A key truth: We tend to listen to ourselves instead of telling ourselves. The equation may look something like this:
A+B=C
A is what happens to you. This is an objective nondebatable occurrence.
B is what you say happened to you (or your perception of what happens to you).
C is how you feel about what happened, in other words, your emotional “state.”
Rev. Jeff Spangler of Christ Community Church in Pittsburg, KS, USA uses a different illustration. Our emotions essentially have to do with how we handle expectations.
_________________ This is the line of what you expect.
_________________ This is the line of reality, what actually happens.
The space between these lines is usually your emotional state. If there is a gulf between a positive, hopeful expectation of what’s to come and then the devastating reality that follows, our feelings will obviously be affected!
King David is an interesting case study. We can imagine that, as a follower of the Almighty God, he expects to never feel alone and to win every battle. But in Psalm 43:1-2, it’s clear that David is being persecuted by enemies and feels like the Lord himself has rejected him. Yet, instead of letting those emotions dictate his spiritual and existential mood, he decides to verbally put them in place. The spiritual exerts authority over the emotional. Faith wins out over feelings. Witness the king’s reaction in verses 4-5:
I will go to the altar of God,
to God, my joy and my delight.
I will praise you with the lyre,
O God, my God.
Why, my soul, are you downcast?
Why so disturbed within me?
Put your hope in God,
for I will yet praise him,
my Savior and my God.
David still acknowledges he is discouraged and overwhelmed; it wouldn’t be healthy to try to hide those feelings anyway. However, he offers us a few clues for how to keep our emotional state from controlling us.
- He chooses praise in the midst of suffering. The best way to fill in the gap between what you expect and what happens is to be thankful in everything (1 Thessalonians 5:18). Remember the story of Paul and Silas in Acts 16:16-34? They had been beaten unfairly and put in chains in a filthy dungeon. They could have been in an outrage about how they were treated and God’s allowing it to happen. But they sing praises! An earthquake shakes their chains off and the prison doors are opened. They share Jesus with the jailer, and he believes, because who would sing like that in that place and that condition?!

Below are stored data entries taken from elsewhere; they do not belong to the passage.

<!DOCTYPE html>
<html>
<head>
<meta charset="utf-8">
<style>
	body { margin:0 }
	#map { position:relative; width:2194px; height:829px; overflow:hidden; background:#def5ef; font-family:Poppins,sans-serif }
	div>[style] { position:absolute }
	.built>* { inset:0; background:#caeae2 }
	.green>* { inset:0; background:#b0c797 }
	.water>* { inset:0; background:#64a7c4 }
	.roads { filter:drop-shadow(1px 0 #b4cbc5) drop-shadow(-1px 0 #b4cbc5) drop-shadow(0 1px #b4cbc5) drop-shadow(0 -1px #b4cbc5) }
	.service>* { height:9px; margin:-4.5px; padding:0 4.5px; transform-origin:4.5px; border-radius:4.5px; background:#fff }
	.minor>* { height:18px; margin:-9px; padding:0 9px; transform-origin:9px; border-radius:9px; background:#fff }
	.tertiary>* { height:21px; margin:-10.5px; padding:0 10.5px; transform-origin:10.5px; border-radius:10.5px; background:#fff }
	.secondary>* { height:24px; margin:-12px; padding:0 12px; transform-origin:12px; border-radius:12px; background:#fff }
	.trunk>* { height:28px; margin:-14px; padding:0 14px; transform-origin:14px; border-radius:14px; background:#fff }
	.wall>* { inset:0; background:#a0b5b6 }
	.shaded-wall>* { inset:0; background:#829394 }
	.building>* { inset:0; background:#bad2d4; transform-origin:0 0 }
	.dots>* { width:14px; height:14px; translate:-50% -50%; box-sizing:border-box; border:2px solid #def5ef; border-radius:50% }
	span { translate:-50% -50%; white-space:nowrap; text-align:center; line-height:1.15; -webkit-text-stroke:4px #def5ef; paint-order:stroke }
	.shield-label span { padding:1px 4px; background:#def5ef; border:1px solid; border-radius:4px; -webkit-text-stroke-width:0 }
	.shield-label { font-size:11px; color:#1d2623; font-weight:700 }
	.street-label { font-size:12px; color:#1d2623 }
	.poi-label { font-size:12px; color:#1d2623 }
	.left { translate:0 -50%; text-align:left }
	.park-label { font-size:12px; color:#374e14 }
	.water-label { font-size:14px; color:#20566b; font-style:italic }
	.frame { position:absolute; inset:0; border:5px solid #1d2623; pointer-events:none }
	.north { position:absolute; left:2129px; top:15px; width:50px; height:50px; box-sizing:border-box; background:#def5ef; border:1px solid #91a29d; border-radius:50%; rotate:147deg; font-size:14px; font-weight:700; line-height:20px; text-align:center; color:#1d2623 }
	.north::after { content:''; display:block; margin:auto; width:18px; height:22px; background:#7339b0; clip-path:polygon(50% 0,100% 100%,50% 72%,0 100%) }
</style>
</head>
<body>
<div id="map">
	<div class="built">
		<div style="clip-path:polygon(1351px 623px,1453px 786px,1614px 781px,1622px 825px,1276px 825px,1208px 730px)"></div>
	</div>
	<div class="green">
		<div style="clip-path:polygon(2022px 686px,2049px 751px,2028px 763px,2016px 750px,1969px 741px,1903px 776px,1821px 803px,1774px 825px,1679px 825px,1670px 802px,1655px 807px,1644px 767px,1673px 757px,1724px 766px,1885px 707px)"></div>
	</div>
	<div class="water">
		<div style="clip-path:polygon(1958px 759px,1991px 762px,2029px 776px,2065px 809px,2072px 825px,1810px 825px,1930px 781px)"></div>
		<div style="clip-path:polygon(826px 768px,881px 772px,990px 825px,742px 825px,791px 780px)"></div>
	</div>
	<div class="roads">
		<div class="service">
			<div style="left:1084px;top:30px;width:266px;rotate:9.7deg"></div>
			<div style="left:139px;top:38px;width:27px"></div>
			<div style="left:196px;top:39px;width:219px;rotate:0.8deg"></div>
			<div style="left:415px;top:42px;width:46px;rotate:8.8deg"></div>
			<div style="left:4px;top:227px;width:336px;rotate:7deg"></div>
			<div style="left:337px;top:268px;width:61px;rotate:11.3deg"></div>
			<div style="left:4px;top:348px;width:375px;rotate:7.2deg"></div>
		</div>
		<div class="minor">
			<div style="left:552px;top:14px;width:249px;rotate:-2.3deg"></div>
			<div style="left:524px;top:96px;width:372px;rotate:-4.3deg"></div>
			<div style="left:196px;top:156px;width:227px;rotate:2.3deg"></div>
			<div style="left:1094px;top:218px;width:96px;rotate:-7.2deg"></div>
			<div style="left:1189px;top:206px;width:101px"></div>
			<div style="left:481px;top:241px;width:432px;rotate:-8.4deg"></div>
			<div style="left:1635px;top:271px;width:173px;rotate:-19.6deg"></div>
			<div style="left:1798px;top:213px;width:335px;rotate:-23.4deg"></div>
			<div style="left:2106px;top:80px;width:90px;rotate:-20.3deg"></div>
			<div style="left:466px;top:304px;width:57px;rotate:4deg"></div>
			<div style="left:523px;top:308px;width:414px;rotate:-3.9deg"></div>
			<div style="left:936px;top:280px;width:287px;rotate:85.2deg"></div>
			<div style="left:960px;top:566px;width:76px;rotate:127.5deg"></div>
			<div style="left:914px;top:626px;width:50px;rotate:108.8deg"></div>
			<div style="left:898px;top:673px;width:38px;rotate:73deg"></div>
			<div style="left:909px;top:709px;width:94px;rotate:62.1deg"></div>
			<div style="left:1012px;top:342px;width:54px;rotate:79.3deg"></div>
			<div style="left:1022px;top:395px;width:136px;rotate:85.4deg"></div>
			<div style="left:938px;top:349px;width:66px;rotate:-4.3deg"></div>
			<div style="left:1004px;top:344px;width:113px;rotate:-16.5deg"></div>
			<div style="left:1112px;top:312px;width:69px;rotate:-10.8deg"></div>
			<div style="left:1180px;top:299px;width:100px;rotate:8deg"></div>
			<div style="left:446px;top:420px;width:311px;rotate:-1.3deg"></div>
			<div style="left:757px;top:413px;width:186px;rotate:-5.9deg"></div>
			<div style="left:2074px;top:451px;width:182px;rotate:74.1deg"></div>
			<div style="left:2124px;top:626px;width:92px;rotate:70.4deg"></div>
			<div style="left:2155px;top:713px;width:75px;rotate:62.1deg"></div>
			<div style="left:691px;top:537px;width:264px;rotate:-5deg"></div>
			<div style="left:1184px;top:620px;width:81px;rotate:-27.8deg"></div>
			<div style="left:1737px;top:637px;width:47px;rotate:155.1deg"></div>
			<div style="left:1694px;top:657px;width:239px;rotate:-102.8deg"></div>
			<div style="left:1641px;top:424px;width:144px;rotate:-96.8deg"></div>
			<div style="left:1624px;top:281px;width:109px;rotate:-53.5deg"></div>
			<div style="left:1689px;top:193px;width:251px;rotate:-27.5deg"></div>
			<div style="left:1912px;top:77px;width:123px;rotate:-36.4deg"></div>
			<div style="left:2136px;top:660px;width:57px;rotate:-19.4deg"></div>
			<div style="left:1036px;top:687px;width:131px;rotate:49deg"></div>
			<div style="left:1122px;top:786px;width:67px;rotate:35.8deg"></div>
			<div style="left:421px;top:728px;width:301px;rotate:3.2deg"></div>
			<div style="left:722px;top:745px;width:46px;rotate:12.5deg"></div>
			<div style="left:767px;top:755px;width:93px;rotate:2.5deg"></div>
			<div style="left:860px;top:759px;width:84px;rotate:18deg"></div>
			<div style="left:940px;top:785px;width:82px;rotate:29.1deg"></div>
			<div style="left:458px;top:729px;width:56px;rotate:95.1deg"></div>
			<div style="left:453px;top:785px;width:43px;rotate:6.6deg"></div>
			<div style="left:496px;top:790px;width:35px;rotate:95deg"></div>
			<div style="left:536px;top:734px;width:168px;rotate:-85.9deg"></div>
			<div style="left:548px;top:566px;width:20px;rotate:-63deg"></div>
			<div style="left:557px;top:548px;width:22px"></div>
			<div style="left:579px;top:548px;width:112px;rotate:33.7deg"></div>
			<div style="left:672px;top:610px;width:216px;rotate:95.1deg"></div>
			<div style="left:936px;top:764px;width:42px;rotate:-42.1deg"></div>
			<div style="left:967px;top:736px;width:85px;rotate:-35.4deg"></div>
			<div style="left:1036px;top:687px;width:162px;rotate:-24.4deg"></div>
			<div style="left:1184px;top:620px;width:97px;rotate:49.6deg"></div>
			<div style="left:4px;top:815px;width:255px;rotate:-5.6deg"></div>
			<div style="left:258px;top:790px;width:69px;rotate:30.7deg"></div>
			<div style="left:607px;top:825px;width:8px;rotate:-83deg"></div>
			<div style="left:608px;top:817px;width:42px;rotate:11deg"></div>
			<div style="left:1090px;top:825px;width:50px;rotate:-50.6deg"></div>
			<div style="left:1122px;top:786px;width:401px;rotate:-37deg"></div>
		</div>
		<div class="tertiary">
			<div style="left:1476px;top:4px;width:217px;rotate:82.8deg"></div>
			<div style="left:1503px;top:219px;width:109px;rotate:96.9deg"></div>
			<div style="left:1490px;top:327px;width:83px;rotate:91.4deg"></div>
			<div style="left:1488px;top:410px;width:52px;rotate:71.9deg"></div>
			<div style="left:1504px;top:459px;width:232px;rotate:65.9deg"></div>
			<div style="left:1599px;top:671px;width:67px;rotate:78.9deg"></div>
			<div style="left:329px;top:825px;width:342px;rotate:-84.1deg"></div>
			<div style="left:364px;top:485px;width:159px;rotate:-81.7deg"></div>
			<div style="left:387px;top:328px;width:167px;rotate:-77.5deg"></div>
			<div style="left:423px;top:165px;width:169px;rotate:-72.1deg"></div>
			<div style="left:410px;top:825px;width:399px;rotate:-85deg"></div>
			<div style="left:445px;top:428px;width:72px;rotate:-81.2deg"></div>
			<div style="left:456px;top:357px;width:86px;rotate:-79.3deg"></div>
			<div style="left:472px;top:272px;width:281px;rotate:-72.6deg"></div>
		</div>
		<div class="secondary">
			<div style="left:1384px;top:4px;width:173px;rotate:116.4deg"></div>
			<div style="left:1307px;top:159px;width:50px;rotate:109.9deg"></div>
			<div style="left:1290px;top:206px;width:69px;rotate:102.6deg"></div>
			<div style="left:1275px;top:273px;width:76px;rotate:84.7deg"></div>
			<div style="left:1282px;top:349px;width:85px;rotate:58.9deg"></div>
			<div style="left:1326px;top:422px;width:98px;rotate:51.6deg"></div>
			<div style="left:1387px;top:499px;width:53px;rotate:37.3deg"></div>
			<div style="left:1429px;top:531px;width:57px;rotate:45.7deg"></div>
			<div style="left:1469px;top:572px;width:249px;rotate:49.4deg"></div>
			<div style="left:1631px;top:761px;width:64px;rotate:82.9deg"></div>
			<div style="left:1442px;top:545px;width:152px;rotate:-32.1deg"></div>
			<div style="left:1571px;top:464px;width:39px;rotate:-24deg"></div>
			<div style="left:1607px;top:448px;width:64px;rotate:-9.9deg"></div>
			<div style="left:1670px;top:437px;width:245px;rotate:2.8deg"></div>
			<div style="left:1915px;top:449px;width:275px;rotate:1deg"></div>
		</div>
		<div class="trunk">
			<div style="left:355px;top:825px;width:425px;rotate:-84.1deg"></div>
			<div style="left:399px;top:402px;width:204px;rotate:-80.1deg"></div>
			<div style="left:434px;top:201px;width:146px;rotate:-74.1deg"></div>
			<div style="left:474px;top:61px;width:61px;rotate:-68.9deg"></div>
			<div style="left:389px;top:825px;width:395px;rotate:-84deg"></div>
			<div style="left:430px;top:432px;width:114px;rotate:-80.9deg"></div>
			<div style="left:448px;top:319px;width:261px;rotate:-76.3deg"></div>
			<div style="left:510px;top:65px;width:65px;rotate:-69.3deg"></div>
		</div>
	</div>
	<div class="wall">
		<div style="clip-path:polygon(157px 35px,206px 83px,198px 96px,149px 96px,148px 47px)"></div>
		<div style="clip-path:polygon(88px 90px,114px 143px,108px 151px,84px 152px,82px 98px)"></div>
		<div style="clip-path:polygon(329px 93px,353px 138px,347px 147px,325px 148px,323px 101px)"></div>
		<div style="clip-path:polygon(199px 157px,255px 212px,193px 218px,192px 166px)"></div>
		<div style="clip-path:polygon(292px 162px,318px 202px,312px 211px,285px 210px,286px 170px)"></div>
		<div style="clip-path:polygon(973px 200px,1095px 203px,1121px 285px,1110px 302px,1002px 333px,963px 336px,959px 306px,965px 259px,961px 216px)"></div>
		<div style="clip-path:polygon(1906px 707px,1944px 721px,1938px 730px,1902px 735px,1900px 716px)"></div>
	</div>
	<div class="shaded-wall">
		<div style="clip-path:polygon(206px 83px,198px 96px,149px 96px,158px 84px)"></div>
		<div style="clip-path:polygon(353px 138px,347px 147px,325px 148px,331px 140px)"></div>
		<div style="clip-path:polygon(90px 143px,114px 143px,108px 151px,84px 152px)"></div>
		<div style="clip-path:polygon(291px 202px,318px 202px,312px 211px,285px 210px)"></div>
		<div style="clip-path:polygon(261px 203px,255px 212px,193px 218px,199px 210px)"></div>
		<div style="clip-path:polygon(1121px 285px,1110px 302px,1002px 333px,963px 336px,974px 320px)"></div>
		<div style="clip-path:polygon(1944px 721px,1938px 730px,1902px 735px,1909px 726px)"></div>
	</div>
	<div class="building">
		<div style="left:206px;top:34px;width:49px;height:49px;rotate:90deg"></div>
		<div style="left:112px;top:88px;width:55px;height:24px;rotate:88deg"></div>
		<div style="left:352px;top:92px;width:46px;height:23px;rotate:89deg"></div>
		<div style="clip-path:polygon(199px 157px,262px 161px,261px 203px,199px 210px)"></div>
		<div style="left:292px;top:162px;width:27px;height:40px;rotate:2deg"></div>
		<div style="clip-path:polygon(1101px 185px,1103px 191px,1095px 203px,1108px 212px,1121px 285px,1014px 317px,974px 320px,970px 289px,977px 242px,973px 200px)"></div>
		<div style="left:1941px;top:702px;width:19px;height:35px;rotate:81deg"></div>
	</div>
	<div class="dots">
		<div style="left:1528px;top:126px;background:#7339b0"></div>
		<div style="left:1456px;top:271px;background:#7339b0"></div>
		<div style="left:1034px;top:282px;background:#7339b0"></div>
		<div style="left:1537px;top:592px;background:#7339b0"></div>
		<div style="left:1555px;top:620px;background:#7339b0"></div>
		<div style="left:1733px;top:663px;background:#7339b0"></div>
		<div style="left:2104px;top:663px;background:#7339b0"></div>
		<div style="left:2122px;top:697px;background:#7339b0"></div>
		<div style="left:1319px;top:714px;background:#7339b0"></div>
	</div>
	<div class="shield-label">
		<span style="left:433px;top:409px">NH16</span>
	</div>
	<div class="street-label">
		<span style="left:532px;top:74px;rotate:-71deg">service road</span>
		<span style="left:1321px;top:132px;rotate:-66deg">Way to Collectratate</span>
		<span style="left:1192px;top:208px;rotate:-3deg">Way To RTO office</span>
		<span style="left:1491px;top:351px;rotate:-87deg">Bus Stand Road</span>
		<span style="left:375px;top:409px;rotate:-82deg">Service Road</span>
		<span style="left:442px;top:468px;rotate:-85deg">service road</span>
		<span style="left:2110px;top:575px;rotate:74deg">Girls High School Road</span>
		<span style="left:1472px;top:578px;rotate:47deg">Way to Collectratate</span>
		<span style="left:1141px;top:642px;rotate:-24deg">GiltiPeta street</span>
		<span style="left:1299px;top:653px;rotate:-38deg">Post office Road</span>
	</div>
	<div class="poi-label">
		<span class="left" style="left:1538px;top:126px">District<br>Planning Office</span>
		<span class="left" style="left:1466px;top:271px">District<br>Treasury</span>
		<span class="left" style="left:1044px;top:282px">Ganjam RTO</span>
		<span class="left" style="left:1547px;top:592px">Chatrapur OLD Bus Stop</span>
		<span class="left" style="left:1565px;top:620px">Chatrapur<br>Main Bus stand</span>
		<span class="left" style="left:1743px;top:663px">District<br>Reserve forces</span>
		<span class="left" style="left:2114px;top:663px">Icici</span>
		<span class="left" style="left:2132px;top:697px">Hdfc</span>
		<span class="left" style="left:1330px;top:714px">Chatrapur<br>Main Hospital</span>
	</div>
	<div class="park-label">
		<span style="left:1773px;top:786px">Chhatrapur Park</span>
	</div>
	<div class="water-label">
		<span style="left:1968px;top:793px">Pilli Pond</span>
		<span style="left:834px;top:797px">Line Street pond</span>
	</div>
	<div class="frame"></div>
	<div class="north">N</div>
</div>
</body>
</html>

- He speaks a different reality to his soul. This requires us to think drastically different from our surrounding culture. Instead of lamenting physical or emotional discomfort, we “do not lose heart. Though outwardly we are wasting away, yet inwardly we are being renewed day by day. For our light and momentary troubles are achieving for us an eternal glory that far outweighs them all. So we fix our eyes not on what is seen, but on what is unseen, since what is seen is temporary, but what is unseen is eternal” (2 Cor. 4:16-18). It’s this kind of focus on the “unseen” that allows David to refer to the same God he feels has abandoned him as his “joy” and “delight.”
A week after receiving that encouraging text from our daughter, she was ready to celebrate her birthday by enjoying one of her favorite hobbies: baking. Her best friend slept over, all the ingredients had been purchased and were ready in the kitchen. The only problem? The oven decided that was the very day it would break.
The whole weekend was planned around baking desserts! I was discouraged. But Sydney was not! She adapted her plans and forged ahead. There was lots of laughter in our house anyway. And a week later when we finally got the oven repaired, we put a candle in the apple pie she had finally baked and sang a rousing rendition of Happy Birthday.